WHAT THE EXERCISE ASKS
Please copy each line in the records below that contains the string "Turn".

Dataset excerpts
========

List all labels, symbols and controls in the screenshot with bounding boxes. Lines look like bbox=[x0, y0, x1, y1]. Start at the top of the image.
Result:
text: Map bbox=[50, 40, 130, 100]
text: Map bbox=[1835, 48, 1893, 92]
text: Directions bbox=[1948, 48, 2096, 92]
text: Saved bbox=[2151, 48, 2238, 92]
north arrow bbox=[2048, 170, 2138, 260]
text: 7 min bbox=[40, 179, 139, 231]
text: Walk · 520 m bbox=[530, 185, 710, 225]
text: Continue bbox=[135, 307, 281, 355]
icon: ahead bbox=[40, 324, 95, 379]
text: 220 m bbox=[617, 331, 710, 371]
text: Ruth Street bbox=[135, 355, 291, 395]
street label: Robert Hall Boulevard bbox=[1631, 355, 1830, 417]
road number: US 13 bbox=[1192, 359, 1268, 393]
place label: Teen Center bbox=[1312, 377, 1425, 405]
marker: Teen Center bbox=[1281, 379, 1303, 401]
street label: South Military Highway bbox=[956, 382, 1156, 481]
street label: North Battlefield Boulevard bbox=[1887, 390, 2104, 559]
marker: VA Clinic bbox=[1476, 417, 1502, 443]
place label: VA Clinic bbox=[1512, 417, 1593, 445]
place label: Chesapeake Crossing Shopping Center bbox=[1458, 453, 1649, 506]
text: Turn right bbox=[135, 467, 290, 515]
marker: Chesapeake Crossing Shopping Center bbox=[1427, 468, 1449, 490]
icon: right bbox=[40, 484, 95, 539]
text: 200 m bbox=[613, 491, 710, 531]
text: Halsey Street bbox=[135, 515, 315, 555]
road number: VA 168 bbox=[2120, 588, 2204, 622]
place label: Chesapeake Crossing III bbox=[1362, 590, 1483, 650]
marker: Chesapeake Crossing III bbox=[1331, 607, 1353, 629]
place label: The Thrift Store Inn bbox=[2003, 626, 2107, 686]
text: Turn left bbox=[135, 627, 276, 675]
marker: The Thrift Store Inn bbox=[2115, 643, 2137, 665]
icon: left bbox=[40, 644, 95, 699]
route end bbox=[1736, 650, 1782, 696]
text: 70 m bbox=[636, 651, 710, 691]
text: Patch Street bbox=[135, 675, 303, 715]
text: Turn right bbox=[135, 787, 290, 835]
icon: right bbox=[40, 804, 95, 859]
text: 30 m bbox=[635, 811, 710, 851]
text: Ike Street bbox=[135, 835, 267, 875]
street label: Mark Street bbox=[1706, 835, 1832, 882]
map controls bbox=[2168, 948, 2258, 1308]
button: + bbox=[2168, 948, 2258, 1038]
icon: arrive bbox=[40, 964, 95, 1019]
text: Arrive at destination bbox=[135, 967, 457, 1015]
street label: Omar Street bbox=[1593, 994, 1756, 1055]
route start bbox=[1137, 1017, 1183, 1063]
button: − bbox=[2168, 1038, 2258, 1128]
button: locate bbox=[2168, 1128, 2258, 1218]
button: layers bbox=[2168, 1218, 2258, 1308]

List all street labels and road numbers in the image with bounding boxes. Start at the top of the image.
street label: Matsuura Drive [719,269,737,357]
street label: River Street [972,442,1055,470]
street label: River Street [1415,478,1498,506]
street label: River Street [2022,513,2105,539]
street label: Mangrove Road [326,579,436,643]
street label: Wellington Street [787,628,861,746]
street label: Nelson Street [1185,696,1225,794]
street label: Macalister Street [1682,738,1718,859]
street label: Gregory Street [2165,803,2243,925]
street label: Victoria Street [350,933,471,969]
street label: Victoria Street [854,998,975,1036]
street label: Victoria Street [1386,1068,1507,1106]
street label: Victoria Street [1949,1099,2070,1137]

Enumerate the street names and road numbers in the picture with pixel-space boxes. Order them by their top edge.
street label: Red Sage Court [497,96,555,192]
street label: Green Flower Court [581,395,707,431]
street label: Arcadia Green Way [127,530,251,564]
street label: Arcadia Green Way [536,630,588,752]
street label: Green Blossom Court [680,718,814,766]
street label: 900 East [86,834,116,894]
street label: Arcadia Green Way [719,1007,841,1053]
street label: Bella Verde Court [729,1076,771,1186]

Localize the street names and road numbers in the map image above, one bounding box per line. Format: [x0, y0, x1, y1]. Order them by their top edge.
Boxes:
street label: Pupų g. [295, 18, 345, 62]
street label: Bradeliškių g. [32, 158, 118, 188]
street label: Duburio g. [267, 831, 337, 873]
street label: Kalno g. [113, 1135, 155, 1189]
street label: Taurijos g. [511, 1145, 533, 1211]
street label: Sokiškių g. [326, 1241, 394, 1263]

========

WRITTEN ANSWER
text: Turn right bbox=[135, 467, 290, 515]
text: Turn left bbox=[135, 627, 276, 675]
text: Turn right bbox=[135, 787, 290, 835]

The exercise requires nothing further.